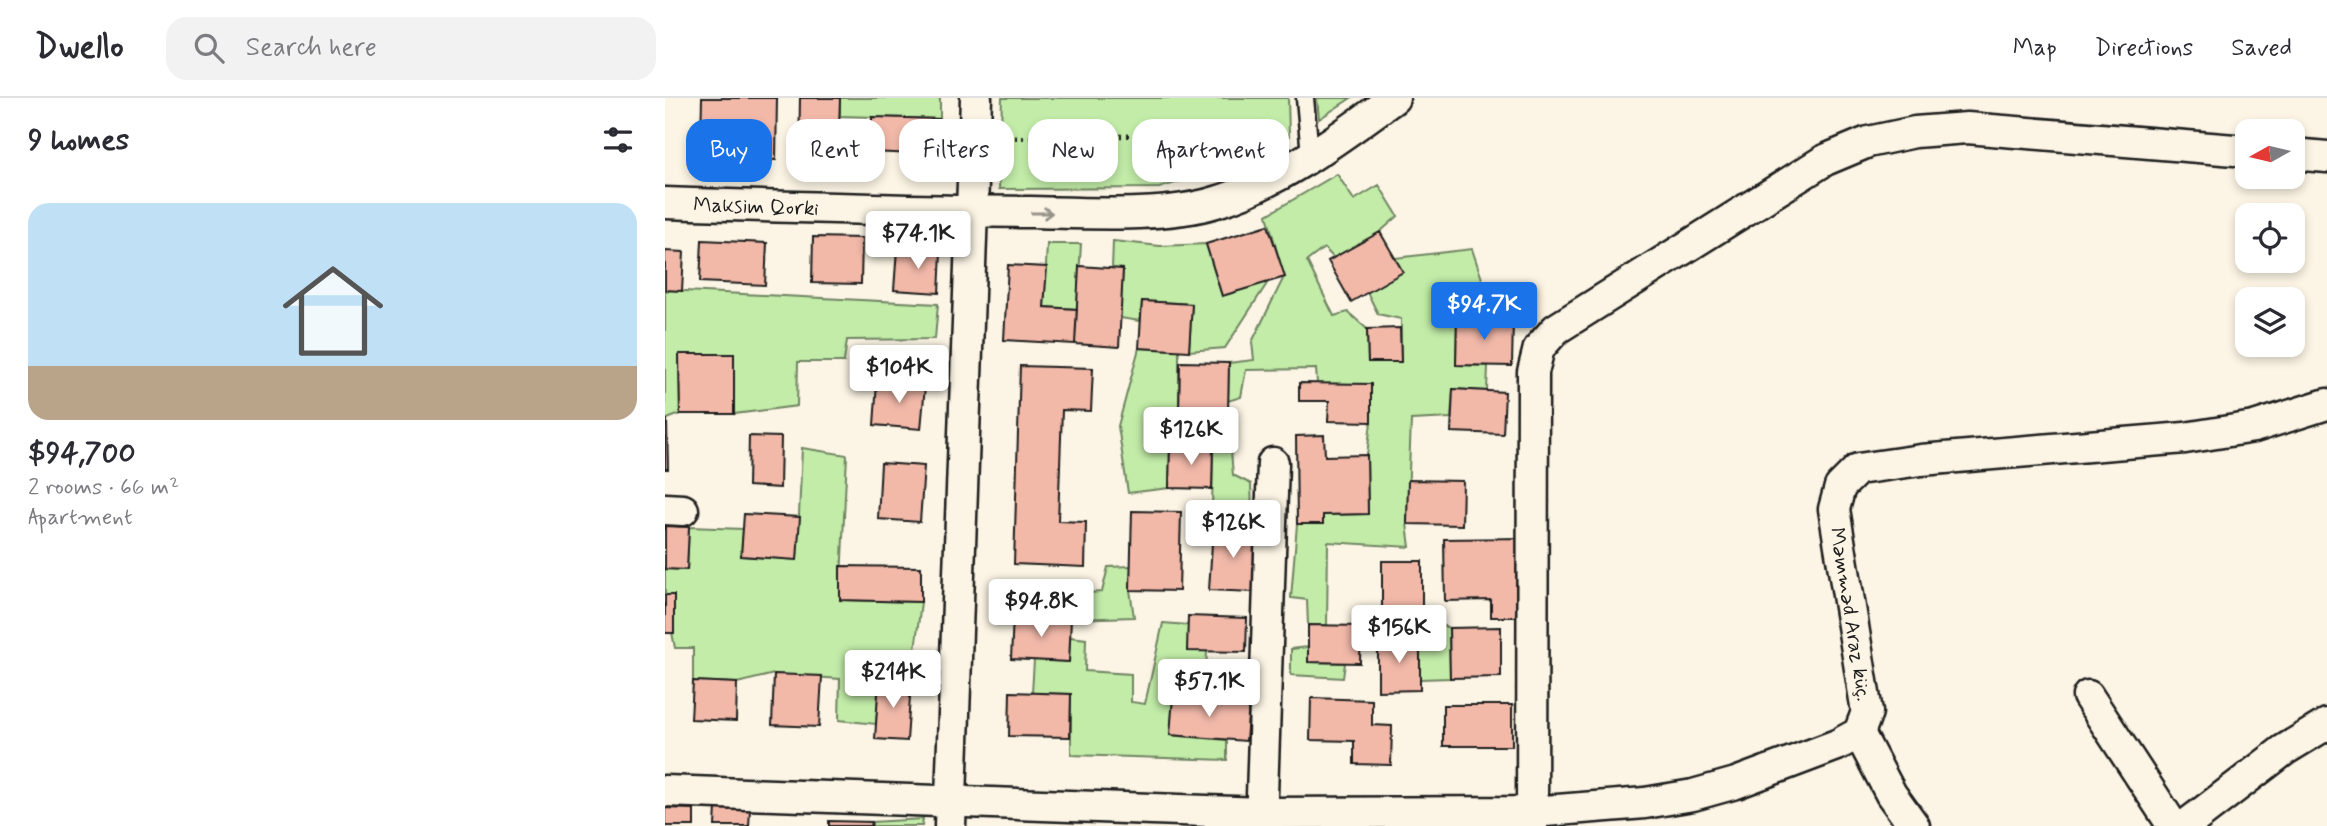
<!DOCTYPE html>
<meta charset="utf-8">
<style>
:root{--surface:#fff;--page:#f2f2f3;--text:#2b2b33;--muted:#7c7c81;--line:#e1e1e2;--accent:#1a73e8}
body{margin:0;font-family:Mynerve,sans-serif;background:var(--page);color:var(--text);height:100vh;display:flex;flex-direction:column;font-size:26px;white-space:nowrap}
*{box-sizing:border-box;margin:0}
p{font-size:23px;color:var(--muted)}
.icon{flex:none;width:38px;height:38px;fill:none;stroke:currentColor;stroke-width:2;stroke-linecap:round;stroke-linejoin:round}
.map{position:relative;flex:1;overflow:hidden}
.details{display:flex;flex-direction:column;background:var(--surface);width:665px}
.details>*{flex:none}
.hud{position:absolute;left:21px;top:21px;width:665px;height:63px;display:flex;gap:14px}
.needle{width:46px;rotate:262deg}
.fabs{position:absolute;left:1570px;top:21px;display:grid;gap:14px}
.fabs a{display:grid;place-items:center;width:70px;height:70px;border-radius:14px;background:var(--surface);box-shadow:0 4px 10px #0003;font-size:35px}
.price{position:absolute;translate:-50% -60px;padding:0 16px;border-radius:7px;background:#fff;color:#222;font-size:23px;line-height:46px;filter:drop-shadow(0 2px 4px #0008)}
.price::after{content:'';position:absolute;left:50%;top:42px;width:21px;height:16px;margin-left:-10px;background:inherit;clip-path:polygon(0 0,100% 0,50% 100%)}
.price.current{background:var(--accent);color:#fff}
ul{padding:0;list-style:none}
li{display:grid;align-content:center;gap:14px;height:371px;padding:0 28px}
li span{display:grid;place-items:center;height:217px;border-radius:21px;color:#555}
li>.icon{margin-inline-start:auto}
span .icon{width:126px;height:126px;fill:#fffc;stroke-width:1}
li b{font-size:30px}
h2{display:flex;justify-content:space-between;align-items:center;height:84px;padding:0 28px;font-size:30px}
.chip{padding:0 24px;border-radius:21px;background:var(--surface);box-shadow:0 4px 10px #0003;font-size:24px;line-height:63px}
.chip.current{background:var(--accent);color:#fff}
header{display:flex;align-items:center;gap:42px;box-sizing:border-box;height:98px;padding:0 35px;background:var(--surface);border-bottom:2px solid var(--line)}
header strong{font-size:33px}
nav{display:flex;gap:38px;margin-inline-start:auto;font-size:24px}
.search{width:490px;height:63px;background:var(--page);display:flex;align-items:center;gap:18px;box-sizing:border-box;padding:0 24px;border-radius:21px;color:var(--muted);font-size:26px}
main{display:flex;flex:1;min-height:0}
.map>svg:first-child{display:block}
</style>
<header>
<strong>Dwello</strong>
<div class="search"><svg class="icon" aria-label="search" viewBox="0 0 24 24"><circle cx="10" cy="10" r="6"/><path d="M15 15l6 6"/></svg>Search here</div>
<nav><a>Map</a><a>Directions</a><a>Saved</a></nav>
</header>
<main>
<section class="details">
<h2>9 homes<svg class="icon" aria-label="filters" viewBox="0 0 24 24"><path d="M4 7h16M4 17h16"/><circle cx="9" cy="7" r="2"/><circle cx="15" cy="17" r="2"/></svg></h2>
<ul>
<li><span style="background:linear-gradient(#bfe0f5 75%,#b9a48a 0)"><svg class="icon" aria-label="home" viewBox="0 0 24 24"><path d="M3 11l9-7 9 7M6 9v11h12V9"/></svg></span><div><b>$94,700</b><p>2 rooms · 66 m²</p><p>Apartment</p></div></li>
</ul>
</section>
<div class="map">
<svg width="1662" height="728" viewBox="0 0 1662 728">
<rect width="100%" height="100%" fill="#fcf5e5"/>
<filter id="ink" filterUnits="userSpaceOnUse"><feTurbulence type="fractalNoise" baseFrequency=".0143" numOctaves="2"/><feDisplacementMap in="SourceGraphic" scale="14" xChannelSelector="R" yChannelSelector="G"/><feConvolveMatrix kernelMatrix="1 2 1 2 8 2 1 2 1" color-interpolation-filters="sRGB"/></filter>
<g filter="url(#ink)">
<path fill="#c2eca8" stroke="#6f8462" stroke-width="2" d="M175 0H275V21L175 18Z
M337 0H623L624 38 592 60 494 90 334 91Z
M652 0H686L654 21Z
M672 76 689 102 714 87 733 118 715 134 669 160 659 150 642 163 669 218 683 214 702 231 703 264 736 263V221L713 216 702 194 738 174 730 160 807 151 830 220 792 219 791 267 823 268 822 293 788 291 786 320 746 322 742 426 745 449 663 444 662 527H643L642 502 626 500 632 426H658V417L703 416 702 357 706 324 652 285 651 271 581 272 576 299 563 303 564 265 589 262 587 244 619 179 602 117Z
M448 143 495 148 541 146 557 198 603 184 560 250 524 253 527 206 477 203 475 223 455 220 458 172 447 171Z
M382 146H416L412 211 379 209Z
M0 192 273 206 270 241 182 242 179 264H133L132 308 69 316V256H14L15 316 0 322Z
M474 250 514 252V315L505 347 504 390 463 395 453 328Z
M541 315 563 316 568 377 586 386 587 414 547 416 548 348 525 347Z
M137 350 182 357 175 502 256 504 246 584 214 582 211 626 174 622 175 581 109 576 72 585 28 583V550H10L0 497V471L22 472 24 429 78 431 76 458 132 462Z
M466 468 465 492 469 519 406 521V496L437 494 443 469Z
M717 519H757L784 530 785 580 755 581V542H713Z
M498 525 523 527 542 553 541 571 510 578 505 637 562 642V662L406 657V596L367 595 369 562 404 564 405 539 421 541 420 573 466 576V604L480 606Z
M643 549V564L680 565 678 580 626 577V551Z
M258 721 257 728H206L207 724Z"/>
<path fill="#f2b9a9" stroke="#1c1c1c" stroke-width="2" d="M37 0H112L111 62 62 61V42L36 41Z
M135 0H175L173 62 134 61Z
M207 19 275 21 273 57 206 54Z
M603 127 620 179 557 198 541 146Z
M715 134 738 174 686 204 663 163Z
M148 139 197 140 196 186 147 185Z
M37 142 102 145 100 187 35 184Z
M232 151 276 154 274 195 229 192Z
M0 153 19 154 17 193 0 192Z
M343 167 382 169 379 209 412 211 410 246 339 242Z
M414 168 458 171 454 249 410 246Z
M477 203 527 206 524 253 474 250Z
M792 219 848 221 847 268 791 267Z
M735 230 736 264H703L702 231Z
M14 256H69V316H15Z
M515 264 564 265 563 316 514 315Z
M355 268 428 270 426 313 397 312 393 423 421 424 420 469 349 466Z
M212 284 260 288 256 331 209 327Z
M634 285 706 286V324L663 323 664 303H634Z
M788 291 840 294 838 336 786 334Z
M0 322H2L3 371H0Z
M659 337 660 358 702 357 703 416 658 417V426H632L631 338Z
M84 338 116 339 115 390 83 388Z
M505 347 548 348 547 391 504 390Z
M216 365 259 368 255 424 213 421Z
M743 382 798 383 797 427 742 426Z
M467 413 516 414 514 493 465 492Z
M79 416 135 419 132 462 76 458Z
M0 428 24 429 22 472 0 471Z
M548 430 591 433 588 494 544 492Z
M859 440 860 519H826V502L780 503 779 441Z
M717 463H757V519H717Z
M175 468 256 469V504L175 502Z
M0 497H9V535H0Z
M348 518 406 521 404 564 346 561Z
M523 518 582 520 581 554 522 553Z
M643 527 696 528 695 565 643 564Z
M836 529V579L785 580 784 530Z
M713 542H755V592L713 593Z
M109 576 157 578 154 629 107 627Z
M214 581 246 584 242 643 210 641Z
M28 583 72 585 71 623 26 621Z
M345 594 406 596 405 639 344 638Z
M508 599 584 605 581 643 505 637Z
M646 600 707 602V627L727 628 726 667 689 666V643L645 642Z
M778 607H847V648H778Z
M51 709 85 712 84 728H50Z
M0 710 29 711V728H0Z
M164 723 207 724 206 728H164Z"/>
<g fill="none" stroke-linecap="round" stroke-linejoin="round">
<defs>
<path id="service" d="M640 0 645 57"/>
<g id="minor">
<path d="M1628 56 1662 59"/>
<path id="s1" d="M0 105C122 109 244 113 366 114 420 115 500 120 551 104 613 86 677 38 729 0"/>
<path d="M0 411 18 412"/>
<path d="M1423 598 1508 728"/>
<path d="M1194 635 1226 696 1249 728"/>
<path d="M0 693 597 715 867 714 980 705 1028 697 1071 685 1172 647 1194 635 1202 614 1169 411 1175 389 1193 371 1256 362 1520 340 1589 329 1662 306"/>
<path d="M285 728 311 0"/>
<path d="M596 728 608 365"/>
<path d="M867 728 868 274 874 250 891 231 1160 62 1203 44 1250 34 1302 30 1582 53"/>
<path d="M1520 728 1619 652 1662 626"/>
</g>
</defs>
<use href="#service" stroke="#1c1c1c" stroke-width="21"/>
<use href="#minor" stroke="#1c1c1c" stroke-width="35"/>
<path stroke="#1c1c1c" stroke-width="4.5" stroke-dasharray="2 5" stroke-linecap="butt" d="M336 40 568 36 603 52"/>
<use href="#service" stroke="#fcf5e5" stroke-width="16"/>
<use href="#minor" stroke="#fcf5e5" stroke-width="30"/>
</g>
<defs><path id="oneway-shaft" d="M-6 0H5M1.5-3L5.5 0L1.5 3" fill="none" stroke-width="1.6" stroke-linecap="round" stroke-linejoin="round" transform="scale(1.75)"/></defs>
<use stroke="#97938b" href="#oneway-shaft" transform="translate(377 115)"/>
</g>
<g text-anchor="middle" stroke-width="5" stroke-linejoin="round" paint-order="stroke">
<g font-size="21" fill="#1c1c1c" stroke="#fcf5e5">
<text dy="7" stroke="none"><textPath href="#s1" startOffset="91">Maksim Qorki</textPath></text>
<text transform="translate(1186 516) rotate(81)" y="7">Məmməd Araz küç.</text>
</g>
</g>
</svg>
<div class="fabs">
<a><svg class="needle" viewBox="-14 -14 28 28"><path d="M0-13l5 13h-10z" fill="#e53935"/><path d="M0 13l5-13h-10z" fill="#7c7c81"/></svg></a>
<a><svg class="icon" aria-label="locate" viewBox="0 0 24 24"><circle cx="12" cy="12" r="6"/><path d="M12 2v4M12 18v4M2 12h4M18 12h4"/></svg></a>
<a><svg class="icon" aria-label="layers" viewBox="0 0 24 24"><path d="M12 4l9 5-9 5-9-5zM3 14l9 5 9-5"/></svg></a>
</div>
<b class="price" style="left:253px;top:173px">$74.1K</b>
<b class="price current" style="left:819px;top:244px">$94.7K</b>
<b class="price" style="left:234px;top:307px">$104K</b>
<b class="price" style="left:526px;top:369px">$126K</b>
<b class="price" style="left:568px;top:462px">$126K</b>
<b class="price" style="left:376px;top:541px">$94.8K</b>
<b class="price" style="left:734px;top:567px">$156K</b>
<b class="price" style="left:228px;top:612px">$214K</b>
<b class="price" style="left:544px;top:621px">$57.1K</b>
<div class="hud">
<a class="chip current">Buy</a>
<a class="chip">Rent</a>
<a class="chip">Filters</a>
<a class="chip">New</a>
<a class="chip">Apartment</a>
</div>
</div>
</main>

» What to produce
Scan the records above for the string "details", then report every line that contains it.

» Written solution
.details{display:flex;flex-direction:column;background:var(--surface);width:665px}
.details>*{flex:none}
<section class="details">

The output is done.